Marboeuf Philippe, Delsart Pascal, Hurt Christopher, Villers Arnaud, Hossein-Foucher Claude, Beregi Jean-Paul, Deklunder Ghislaine, Noel Christian, Mounier-Vehier Claire
Service de Médecine Vasculaire et HTA, CHRU LILLE, F-59000 Lille, France.
Presse Med. 2010 Apr;39(4):e67-76. doi: 10.1016/j.lpm.2009.07.020. Epub 2009 Oct 23.
In the absence of specific treatment, patients with renal vascular disease develop renal atrophy. This population frequently has hypertension refractory to medical treatment. The patients who may respond to revascularization or at the worst to a nephrectomy must be identified to optimize their therapeutic management.

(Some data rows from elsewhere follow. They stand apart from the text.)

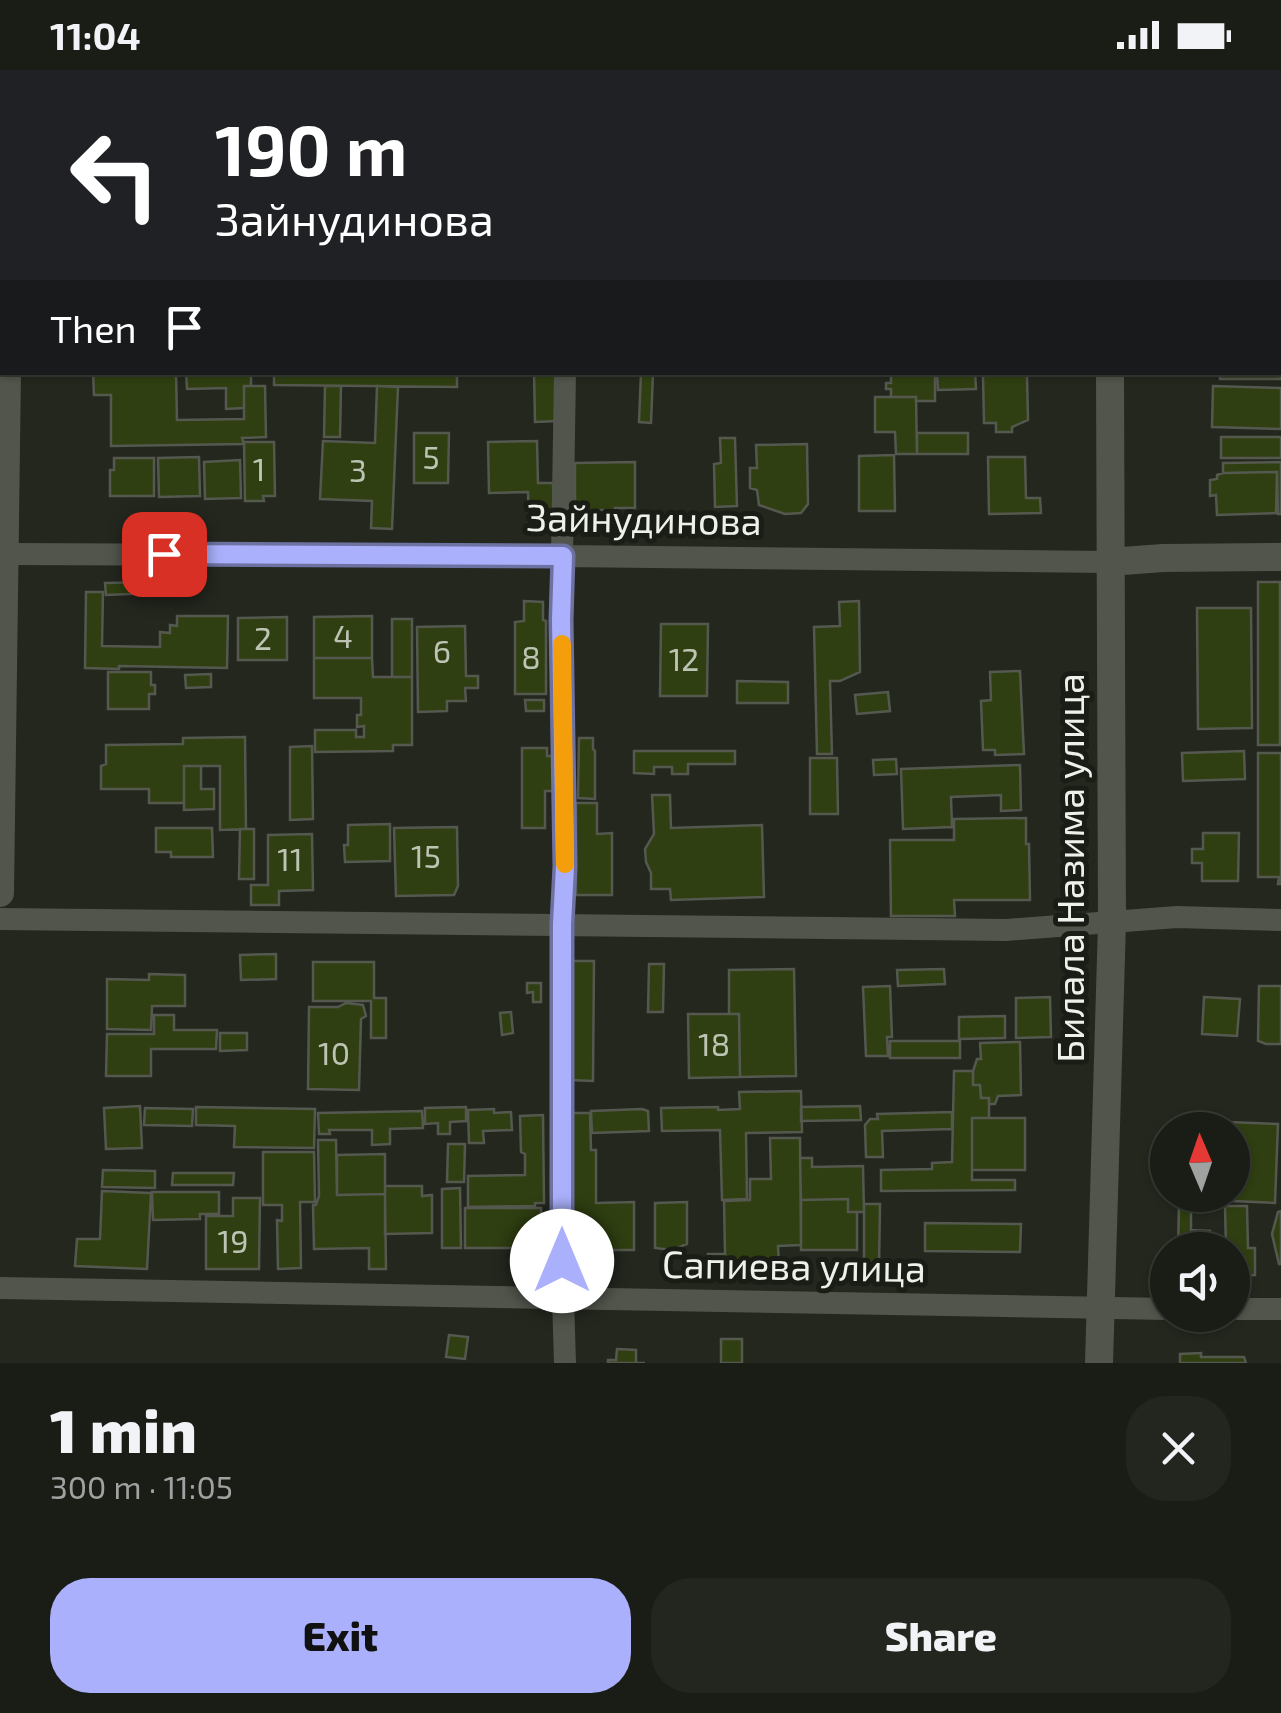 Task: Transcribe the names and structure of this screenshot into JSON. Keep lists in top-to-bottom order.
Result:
{
  "streets": {
    "street": ["Зайнудинова", "Билала Назима улица", "Сапиева улица"]
  },
  "crossings": [
    ["Зайнудинова", "Билала Назима улица"],
    ["Билала Назима улица", "Сапиева улица"]
  ],
  "house_numbers": [
    "5",
    "1",
    "3",
    "4",
    "2",
    "6",
    "8",
    "12",
    "15",
    "11",
    "18",
    "10",
    "19"
  ],
  "north": "top",
  "page": {
    "status": "11:04",
    "turn": ["190 m", "Зайнудинова"],
    "then": "Then",
    "heading": ["1 min", "300 m · 11:05"],
    "buttons": ["Exit", "Share"]
  }
}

We conducted an observational retrospective study of hypertensive patients with unilateral renal atrophy (renal height < 9 cm) followed at the Lille University Hospital Center from 1998 to 2006. Hypertension, renal clearance (by scintigraphy with MAG3), and hypersecretion of renin (segmental/selective venous renin samples) were studied. We subsequently classified the patients into 3 groups. Medical treatment was optimized for all.
The mean follow-up period was 1.3+/-0.2 years. Eight patients were treated medically (group 1). Endovascular revascularization was used to treat the subjects for which atrophic kidney function accounted for more than 10% of their total renal function and with stenosis of the renal artery (>70%) (group 2, n=19). Those with a small nonfunctional kidney (<10% of total renal function) and hypersecretion of renin (ratio>1.5 in relation to the contralateral kidney) underwent a nephrectomy (group 3, n=8). The reduction in systolic blood pressure (SBP) was 27 mm Hg and diastolic blood pressure (DBP) 14 mm Hg for the overall study population (p < 0.001), without any significant aggravation of renal function. In group 1, the reduction in blood pressure was lower, with medical treatment alone; SBP fell by 13 mm Hg and DBP by 4mm Hg (p=ns) ; this group had the lowest initial blood pressure. In group 2, revascularization made it possible to improve SBP by 26 mm Hg and DBP by 14 mm Hg (p < 0.01) without significant impairment of renal function. Group 3 showed the most spectacular improvement in blood pressure, with SBP dropping by 40 mm Hg and DBP by 19 mm Hg (p=0.016). But it was also in this group that we observed an aggravation in the rate of glomerular filtration with a nonsignificant reduction of 12.8 mL/min, nonetheless superior to that expected according to the preoperative scintigraphy.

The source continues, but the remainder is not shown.